# what type of bloodline is my pit?



## laluna111 (May 29, 2009)

i love love love my two pits, obviously my female is a blue but im not too familiar with the bloodlines of pits (i would like to be if you have any input ) but my male is such an odd color i love it and i would just like to tell people what kind of pit to call him, my vet calls him merle or reverse brindle? but i dunno, look at my pictures and tell me what you think its Haze.


----------



## performanceknls (Apr 4, 2009)

Without a pedigree it is impossible to tell what bloodline a dog is.
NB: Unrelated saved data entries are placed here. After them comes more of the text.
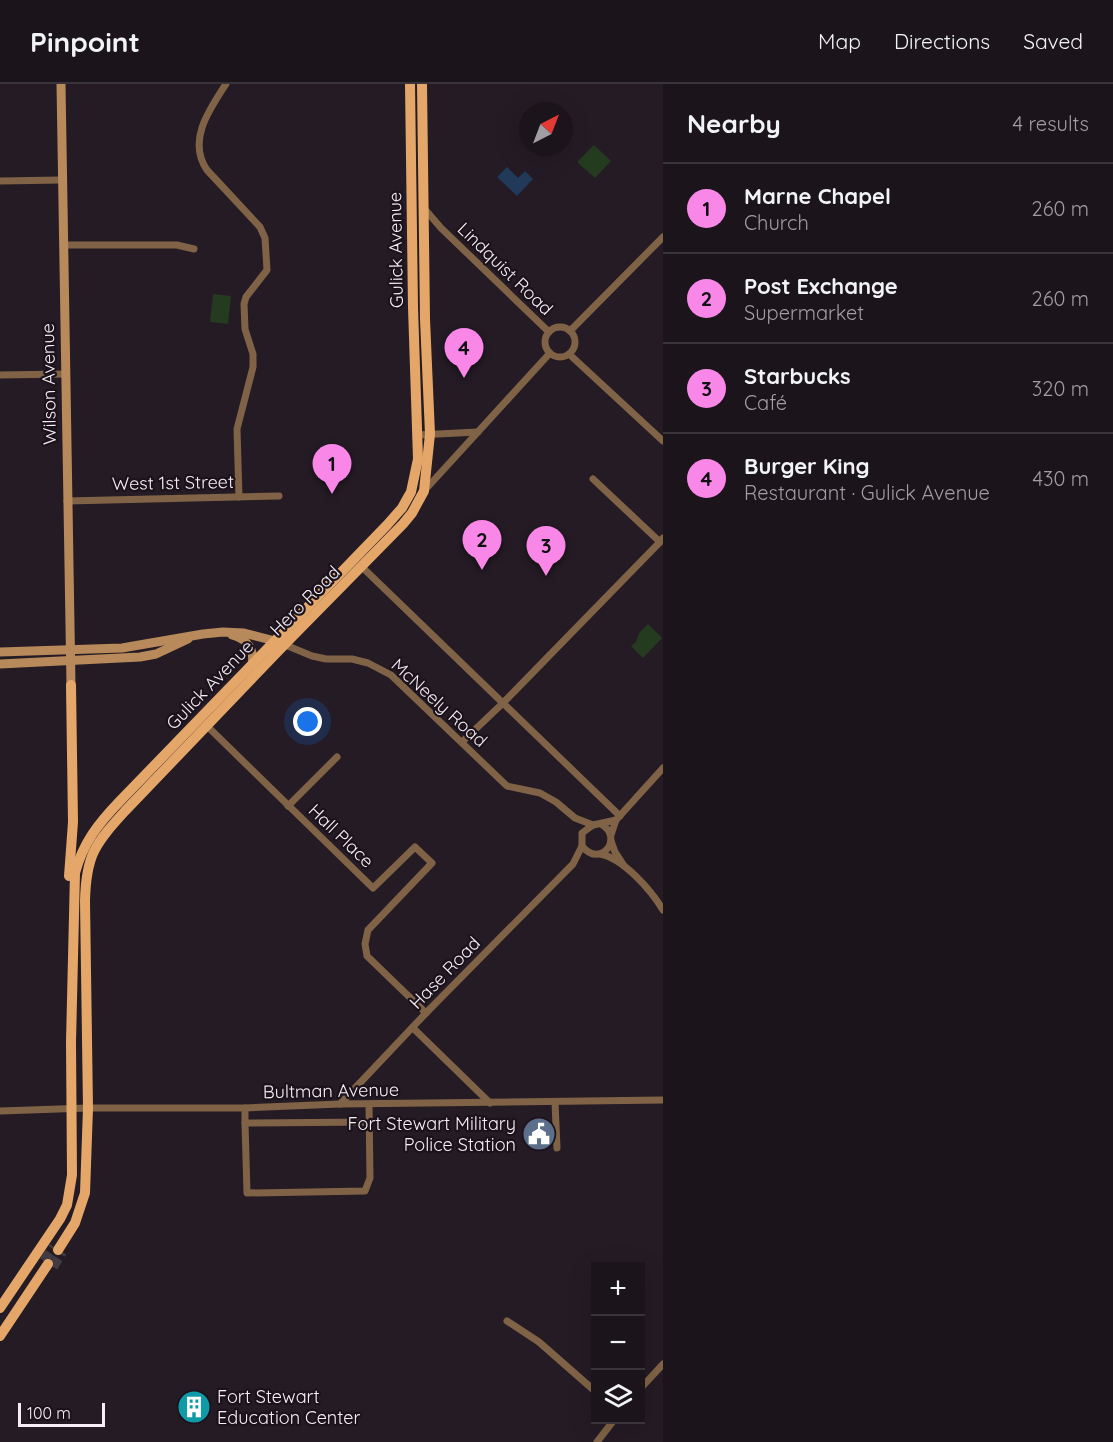 <!DOCTYPE html>
<html lang="en">
<head>
<meta charset="utf-8">
<style>
  :root { --surface:#1b141b; --page:#241d24; --text:#f1f3f6; --muted:#a09ea3; --line:#39333a; --accent:#f987e8 }
  body { margin:0; font-family:Quicksand,sans-serif; background:var(--page); color:var(--text) }
  .controls { position:absolute; right:18px; bottom:18px; display:grid; overflow:hidden; border-radius:0px; box-shadow:0 6px 24px #0002 }
  .controls button { width:54px; height:54px; display:grid; place-items:center; padding:0; border:0; border-bottom:2px solid var(--line); background:var(--surface); color:var(--text); font:30px sans-serif }
  .compass { position:absolute; left:519px; top:18px; width:54px; height:54px; border-radius:50%; background:var(--surface); box-shadow:0 6px 24px #0002; rotate:42deg }
  .scale { position:absolute; left:18px; bottom:15px; width:87px; box-sizing:border-box; padding-left:6px; border:3px solid #f5eff5; border-top:0; font-size:16px; line-height:21px; white-space:nowrap; color:#f5eff5; -webkit-text-stroke:4px #1b121b; paint-order:stroke }
  .you { position:absolute; left:308px; top:638px; width:21px; height:21px; margin:-15px; border:4px solid #fff; border-radius:50%; background:#1a73e8; box-shadow:0 0 0 9px #1a73e833 }
  .badge { display:grid; place-items:center; width:39px; height:39px; border-radius:50%; background:var(--accent); color:#111; font-size:20px; font-weight:700 }
  .pin { position:absolute; translate:-50% -50px; filter:drop-shadow(0 2px 3px #0008) }
  .pin::after { content:''; position:absolute; top:32px; width:21px; height:18px; background:inherit; clip-path:polygon(0 0,100% 0,50% 100%) }
  .list { margin:0; padding:0; list-style:none }
  h2 { display:flex; justify-content:space-between; align-items:center; height:78px; margin:0; padding:0 24px; font-size:26px }
  h2 small { font-size:20px; font-weight:400; color:var(--muted) }
  .list li { display:grid; grid-template-columns:39px 1fr auto; gap:18px; align-items:center; box-sizing:border-box; height:90px; padding:0 24px; border-top:2px solid var(--line) }
  .list b { display:block; font-size:22px; white-space:nowrap }
  .list p { margin:0; font-size:20px; white-space:nowrap; color:var(--muted) }
  .list em { font-size:20px; font-style:normal; color:var(--muted) }
  .icon { flex:none; width:33px; height:33px; fill:none; stroke:currentColor; stroke-width:2; stroke-linecap:round; stroke-linejoin:round }
  .map { position:relative; flex:none; width:663px; height:1358px; overflow:hidden }
  header { display:flex; align-items:center; gap:36px; box-sizing:border-box; height:84px; padding:0 30px; background:var(--surface); border-bottom:2px solid var(--line) }
  header strong { font-size:28px }
  nav { display:flex; gap:33px; margin-inline-start:auto; font-size:21px }
  main { display:flex }
  aside { flex:1; background:var(--surface) }
  .map>svg:first-child { display:block }
  .green { fill:#243b1f }
  .water { fill:#213a5a }
  .lines { fill:none; stroke-linecap:round; stroke-linejoin:round }
  .primary-tunnel { stroke:#433b43; stroke-width:10; stroke-dasharray:10 5; stroke-linecap:butt }
  .street { stroke:#806346; stroke-width:7 }
  .secondary { stroke:#b8895a; stroke-width:9 }
  .primary { stroke:#e4a769; stroke-width:10 }
  .labels { text-anchor:middle; stroke-width:4.5; stroke-linejoin:round; paint-order:stroke }
  .street-label { font-size:18px; fill:#f5eff5; stroke:#1b121b }
  .poi-label { font-size:18px; fill:#f5eff5; stroke:#1b121b; text-anchor:end }
</style>
</head>
<body>
<header>
<strong>Pinpoint</strong>
<nav><a>Map</a><a>Directions</a><a>Saved</a></nav>
</header>
<main>
<div class="map">
<svg width="663" height="1358" viewBox="0 0 663 1358">
  <rect width="100%" height="100%" fill="#241b24"/>
  <!-- green -->
  <g class="green">
    <polygon points="594,61 611,77 595,94 577,78"/>
    <polygon points="213,210 231,212 228,240 210,238"/>
    <polygon points="648,540 662,554 643,574 631,562 636,558 639,549"/>
  </g>
  <!-- water -->
  <polygon class="water" points="507,83 518,94 525,87 533,95 517,112 497,93"/>
  <g class="lines">
    <!-- primary-tunnel -->
    <g class="primary-tunnel">
      <polyline points="44,1177 54,1163"/>
      <polyline points="53,1183 62,1168"/>
    </g>
    <!-- street -->
    <g class="street">
      <path d="M226,0C209,26 187,57 207,86L260,143L265,154L267,186L246,213L244,220L245,245L253,270V283L237,345L239,413"/>
      <polyline points="0,97 61,96"/>
      <polyline points="423,123 441,144 549,248"/>
      <polyline points="64,161 177,161 194,165"/>
      <circle cx="560" cy="258" r="15"/>
      <polyline points="570,247 663,153"/>
      <polyline points="569,270 663,357"/>
      <polyline points="0,291 65,290"/>
      <polyline points="418,351 478,348"/>
      <polyline points="593,395 660,458 663,454"/>
      <polyline points="424,407 550,269"/>
      <polyline points="67,417 279,412"/>
      <polyline points="362,483 620,732"/>
      <polyline points="283,560 312,572 326,575 352,575 368,579 391,591 507,702 540,709 556,718 575,734 593,741"/>
      <polyline points="207,642 373,804 415,763 432,779 368,846 365,860 367,872 426,929"/>
      <polyline points="462,658 503,619 660,458"/>
      <polyline points="288,722 337,673"/>
      <path d="M601,740C625,754 600,785 582,762V749L593,741L616,736"/>
      <polyline points="611,751 616,736 663,684"/>
      <polyline points="611,757 615,768 624,782"/>
      <path d="M600,770C623,774 651,806 663,826"/>
      <polyline points="413,944 490,1019"/>
      <polyline points="555,1018 557,1064"/>
      <polyline points="340,1020 426,929 573,780 582,762"/>
      <polyline points="245,1024 245,1039 369,1038"/>
      <polyline points="0,1027 88,1024 245,1024 340,1020 663,1016"/>
      <polyline points="245,1039 247,1109 365,1107 370,1094 369,1021"/>
      <polyline points="507,1237 539,1258 596,1308"/>
      <polyline points="640,1305 663,1280"/>
      <polyline points="597,1358 614,1336"/>
    </g>
    <!-- secondary -->
    <g class="secondary">
      <polyline points="61,0 71,601"/>
      <path d="M232,551C247,555 255,565 252,581"/>
      <polyline points="0,568 122,564 203,550 223,548 244,549 275,557"/>
      <polyline points="0,580 140,573 156,570 188,555"/>
    </g>
    <!-- primary -->
    <g class="primary">
      <polyline points="69,792 73,738 71,601"/>
      <path d="M58,1166L75,1139L85,1109L88,1024L85,817C86,771 95,760 125,727L285,560L403,440L412,429L424,407L430,350L425,235L422,0"/>
      <path d="M0,1224L60,1135L67,1121L72,1091L71,958L75,789C83,759 98,740 119,718L387,441L402,424L411,408L418,375L413,223L410,0"/>
      <polyline points="0,1252 48,1180"/>
    </g>
  </g>
  <!-- icons -->
  <defs>
    <g id="civic-disc" transform="scale(1.725)"><circle r="9.5" fill="#5c6f8a" stroke="#1b121b"/><path d="M-.6-6.5H3V-4.5H.6V-3L4-1V1h2V6H-6V1h2V-1L-.6-3ZM-1.2 2.5V6h2.4V2.5Z" fill="#fff"/></g>
    <g id="building-disc" transform="scale(1.725)"><circle r="9.5" fill="#0f9aa8" stroke="#1b121b"/><path d="M-4-6H4V6H1V3H-1V6H-4ZM-2.5-4.3h1.7v1.8h-1.7ZM.8-4.3h1.7v1.8H.8ZM-2.5-1h1.7V.8h-1.7ZM.8-1h1.7V.8H.8Z" fill="#fff"/></g>
  </defs>
  <g fill-rule="evenodd">
    <use href="#civic-disc" x="539" y="1050"/>
    <use href="#building-disc" x="194" y="1323"/>
  </g>
  <g class="labels">
    <!-- street labels -->
    <g class="street-label">
      <text transform="translate(396 166) rotate(-91)" y="6">Gulick Avenue</text>
      <text transform="translate(505 185) rotate(44)" y="6">Lindquist Road</text>
      <text transform="translate(49 300) rotate(-91)" y="6">Wilson Avenue</text>
      <text transform="translate(173 399) rotate(-1)" y="6">West 1st Street</text>
      <text transform="translate(305 517) rotate(-45)" y="6">Hero Road</text>
      <text transform="translate(210 601) rotate(-46)" y="6">Gulick Avenue</text>
      <text transform="translate(439 619) rotate(42)" y="6">McNeely Road</text>
      <text transform="translate(341 752) rotate(44)" y="6">Hall Place</text>
      <text transform="translate(445 889) rotate(-46)" y="6">Hase Road</text>
      <text transform="translate(331 1007) rotate(-1)" y="6">Bultman Avenue</text>
    </g>
    <!-- poi labels -->
    <g class="poi-label">
      <text x="516" y="1046">Fort Stewart Military<tspan x="516" dy="21">Police Station</tspan></text>
      <text x="217" y="1319" text-anchor="start">Fort Stewart<tspan x="217" dy="21">Education Center</tspan></text>
    </g>
  </g>
</svg>
<div class="controls">
<button>+</button>
<button>−</button>
<button><svg class="icon" aria-label="layers" viewBox="0 0 24 24"><path d="M12 4l9 5-9 5-9-5zM3 14l9 5 9-5"/></svg></button>
</div>
<svg class="compass" viewBox="-18 -18 36 36"><path d="M0-13l5 13h-10z" fill="#e53935"/><path d="M0 13l5-13h-10z" fill="#a09ea3"/></svg>
<div class="scale">100 m</div>
<div class="you"></div>
<div class="pin badge" style="left:332px;top:410px">1</div>
<div class="pin badge" style="left:482px;top:486px">2</div>
<div class="pin badge" style="left:546px;top:492px">3</div>
<div class="pin badge" style="left:464px;top:294px">4</div>
</div>
<aside>
<h2>Nearby<small>4 results</small></h2>
<ul class="list">
<li><span class="badge">1</span><div><b>Marne Chapel</b><p>Church</p></div><em>260 m</em></li>
<li><span class="badge">2</span><div><b>Post Exchange</b><p>Supermarket</p></div><em>260 m</em></li>
<li><span class="badge">3</span><div><b>Starbucks</b><p>Café</p></div><em>320 m</em></li>
<li><span class="badge">4</span><div><b>Burger King</b><p>Restaurant · Gulick Avenue</p></div><em>430 m</em></li>
</ul>
</aside>
</main>
</body>
</html>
Some bloodlines have certain characteristics but again impossible to know for sure unless you have a pedigree we can look at.


----------



## laluna111 (May 29, 2009)

yeah his dad was registered but his mom wasnt and the guy we got him from left town before we got "papers" so we cant get him registered (even if we wanted to we couldnt because of his mom) i guess im just trying to ask what his real name of his color is


----------



## American_Pit13 (Apr 23, 2007)

As far as bloodline you will not know with out papers but bloodline has nothing to do with color. Haze is a Merle.

This is a blue brindle








This is a black brindle








This is a Merle which is not an accepted APBT color. 









Their is no reverse brindle. The color of brindle is is what you call it as.


----------



## razors_edge (Jun 2, 2009)

dude honestly cant no1 really tell without the sire and dams pedigree......its just a pit


----------